DATA FOR THE TASK |
══════════
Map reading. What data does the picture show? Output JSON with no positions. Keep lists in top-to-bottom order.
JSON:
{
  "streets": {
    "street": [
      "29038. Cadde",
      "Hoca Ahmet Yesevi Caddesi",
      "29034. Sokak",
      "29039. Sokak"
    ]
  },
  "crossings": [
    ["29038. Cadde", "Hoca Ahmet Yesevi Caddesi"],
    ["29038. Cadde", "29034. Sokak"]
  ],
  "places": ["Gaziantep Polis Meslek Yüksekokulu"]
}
══════════
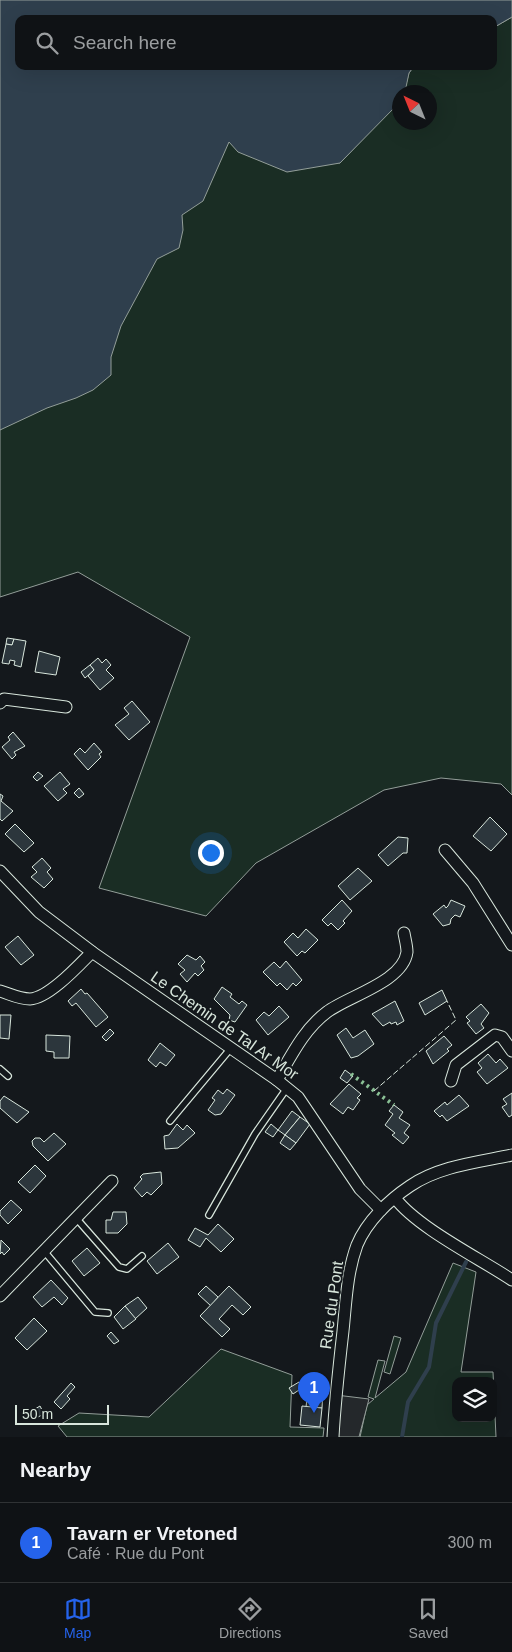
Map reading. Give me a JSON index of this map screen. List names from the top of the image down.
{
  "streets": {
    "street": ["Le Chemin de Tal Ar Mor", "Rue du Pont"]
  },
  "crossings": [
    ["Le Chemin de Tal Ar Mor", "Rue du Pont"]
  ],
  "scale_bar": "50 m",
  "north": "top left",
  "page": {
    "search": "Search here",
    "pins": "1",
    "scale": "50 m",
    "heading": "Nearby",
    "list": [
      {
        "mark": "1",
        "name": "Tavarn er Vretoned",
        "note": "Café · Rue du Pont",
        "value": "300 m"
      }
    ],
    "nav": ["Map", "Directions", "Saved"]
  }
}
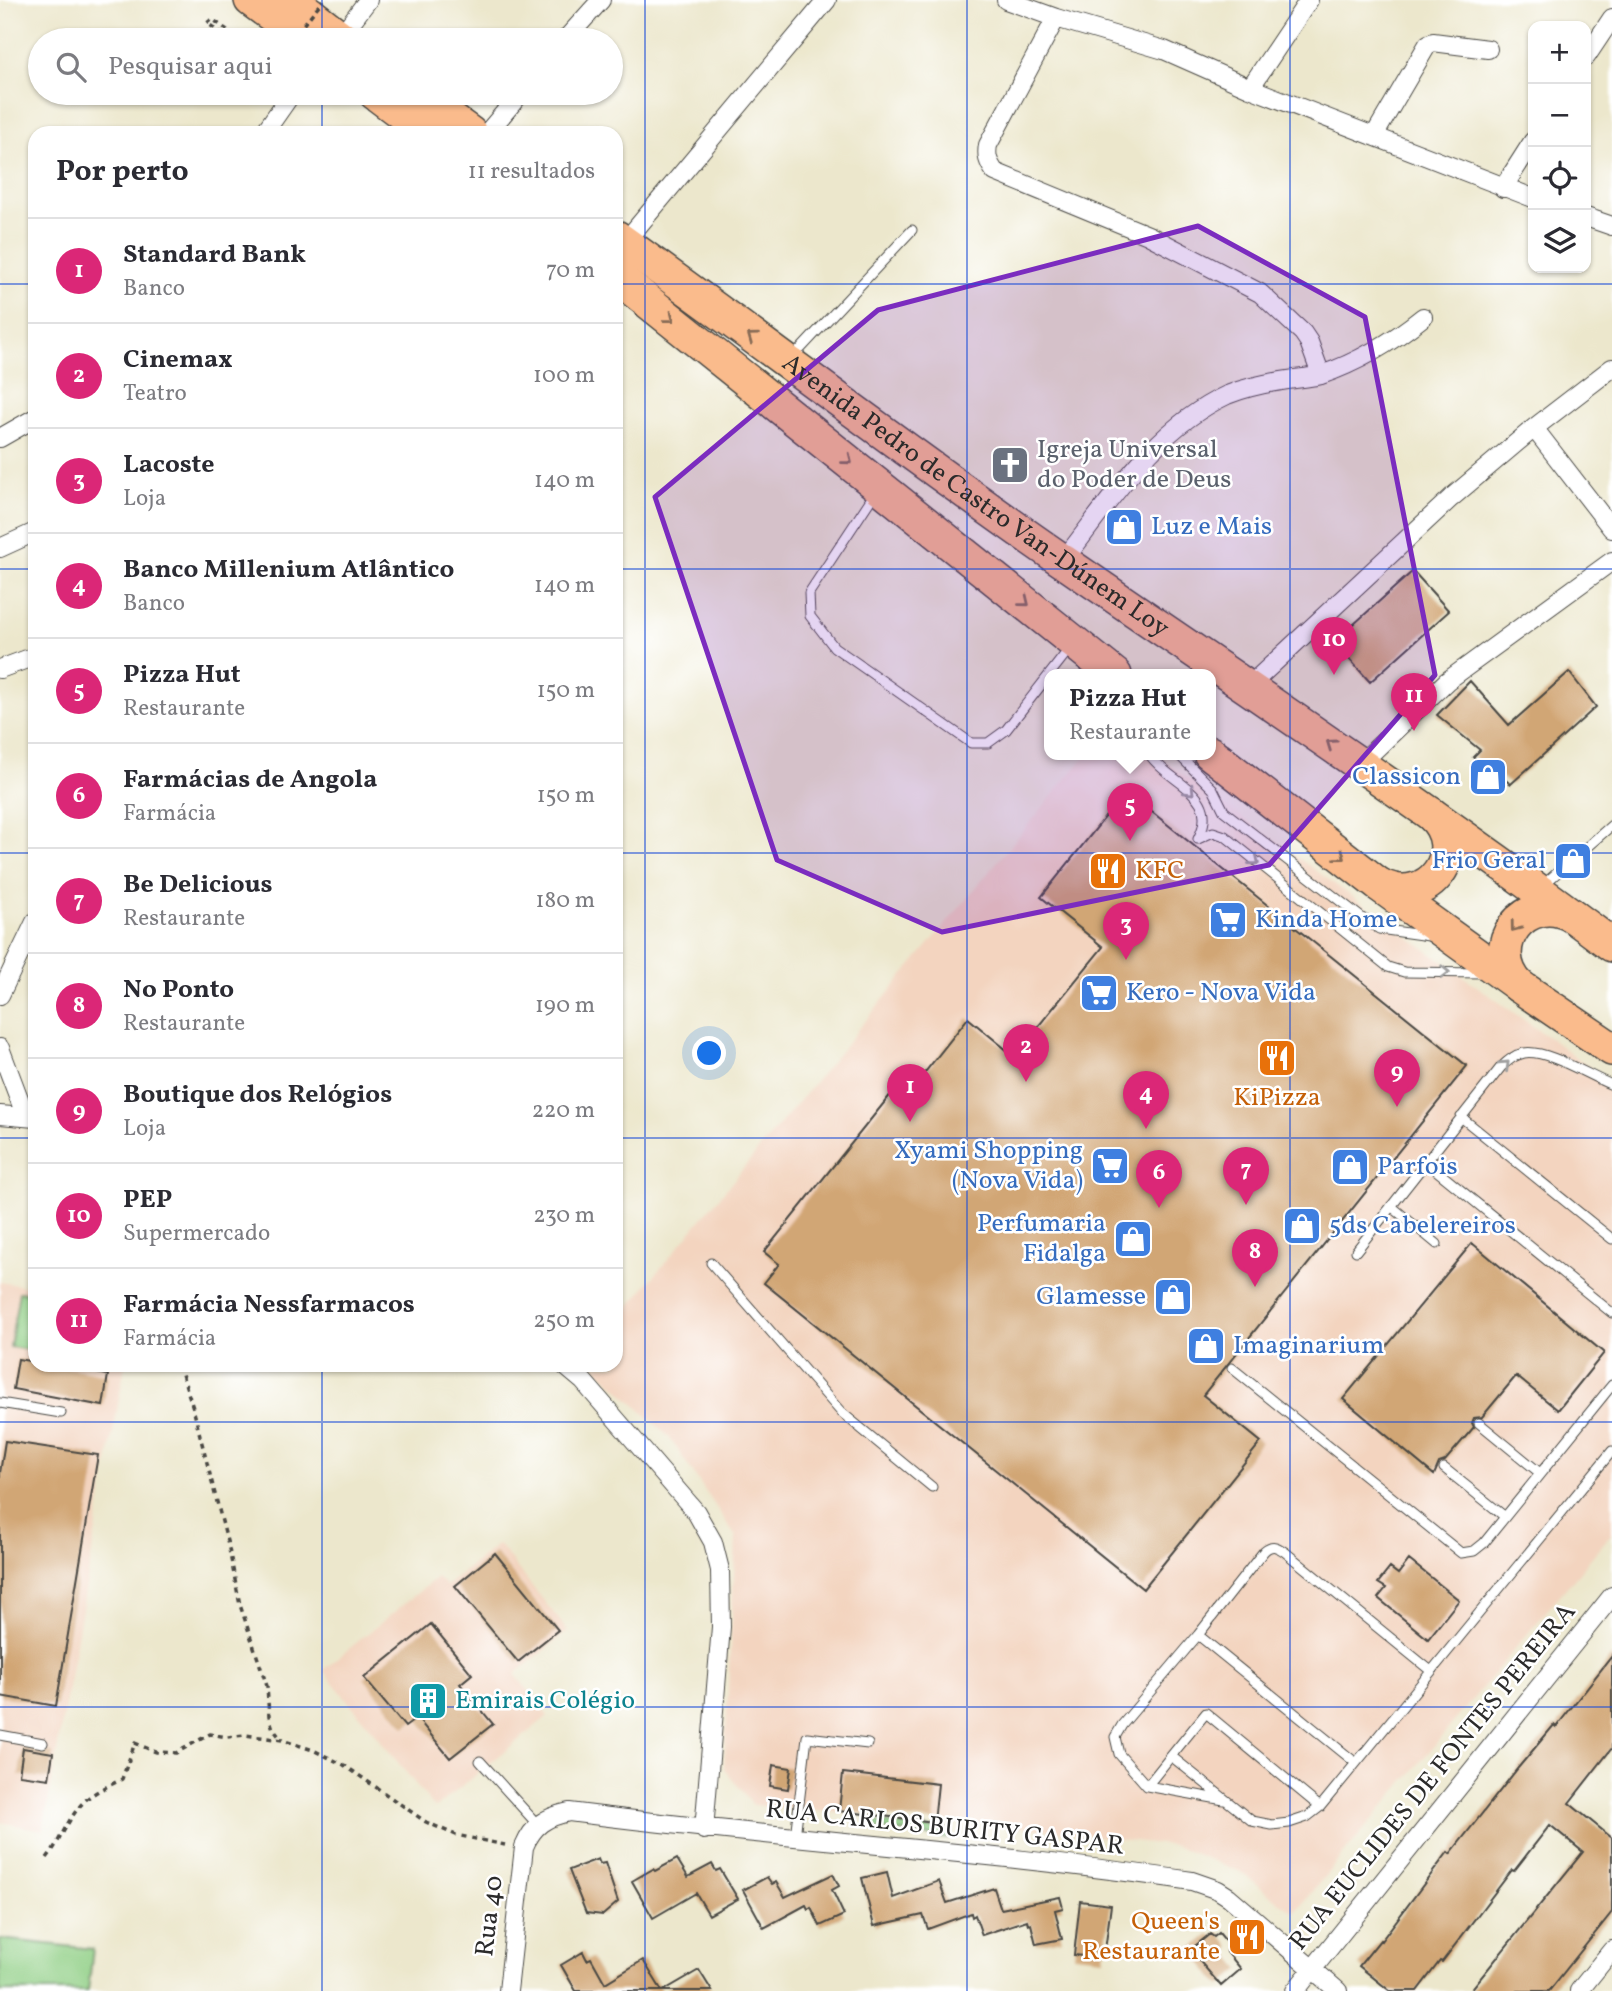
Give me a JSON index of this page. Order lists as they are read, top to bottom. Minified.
══════════
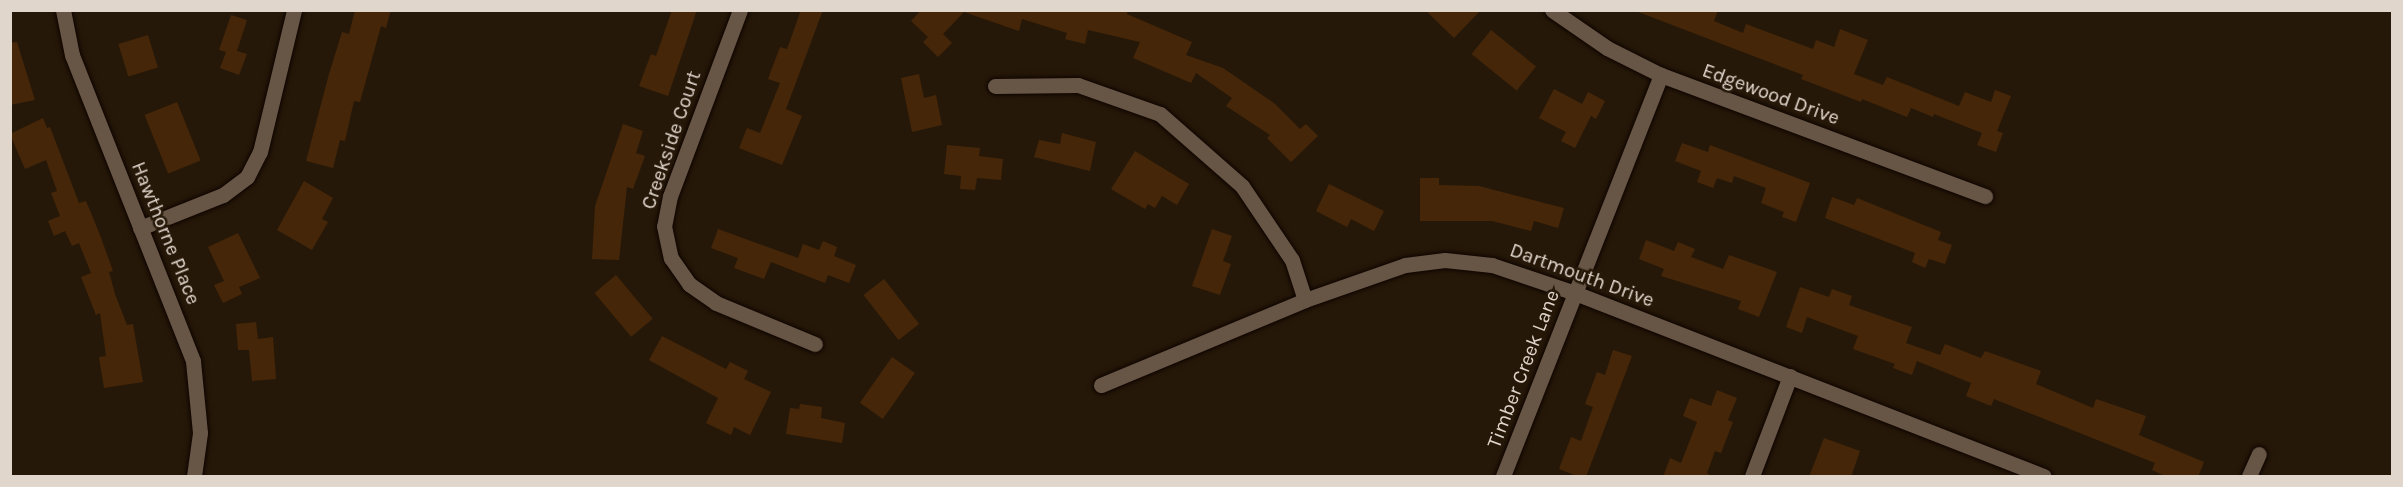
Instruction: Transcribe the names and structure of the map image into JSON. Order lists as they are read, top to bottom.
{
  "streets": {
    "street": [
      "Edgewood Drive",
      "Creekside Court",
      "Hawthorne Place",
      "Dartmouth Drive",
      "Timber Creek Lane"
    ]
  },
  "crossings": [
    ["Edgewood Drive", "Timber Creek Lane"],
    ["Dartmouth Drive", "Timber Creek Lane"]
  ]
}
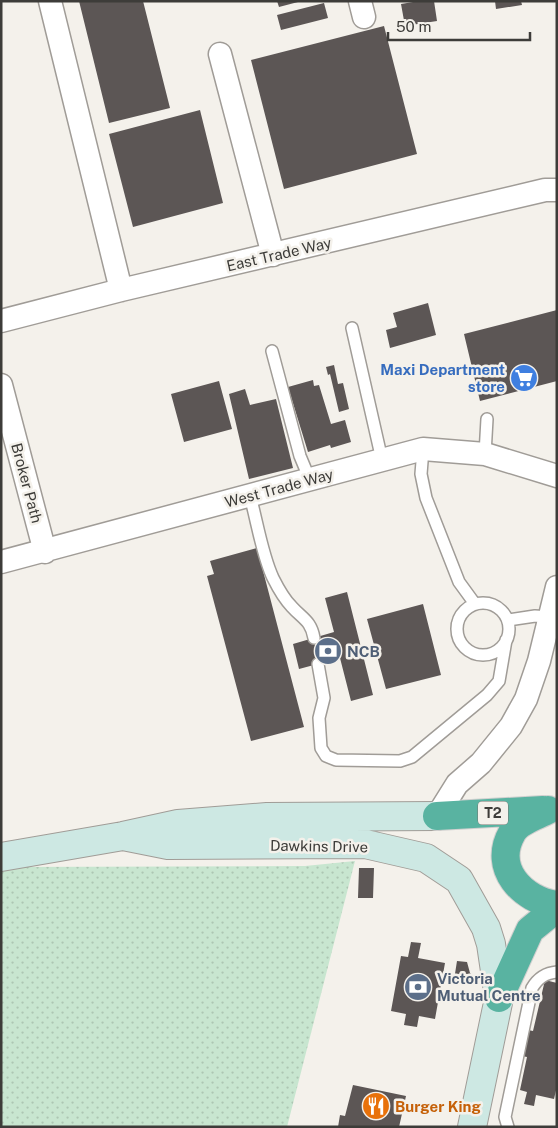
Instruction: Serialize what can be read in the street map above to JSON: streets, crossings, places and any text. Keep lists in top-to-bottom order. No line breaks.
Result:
══════════
Take the entries above and copy exactly the lines starting at the one with "Map reading. Give" and ending at the one with "Give me a JSON index of this page."; nothing outside that span, and no pictures.

Map reading. Give me a JSON index of this map screen. List names from the top of the image down.
{
  "streets": {
    "street": ["Le Chemin de Tal Ar Mor", "Rue du Pont"]
  },
  "crossings": [
    ["Le Chemin de Tal Ar Mor", "Rue du Pont"]
  ],
  "scale_bar": "50 m",
  "north": "top left",
  "page": {
    "search": "Search here",
    "pins": "1",
    "scale": "50 m",
    "heading": "Nearby",
    "list": [
      {
        "mark": "1",
        "name": "Tavarn er Vretoned",
        "note": "Café · Rue du Pont",
        "value": "300 m"
      }
    ],
    "nav": ["Map", "Directions", "Saved"]
  }
}
Give me a JSON index of this page. Order lists as they are read, top to bottom. Minified.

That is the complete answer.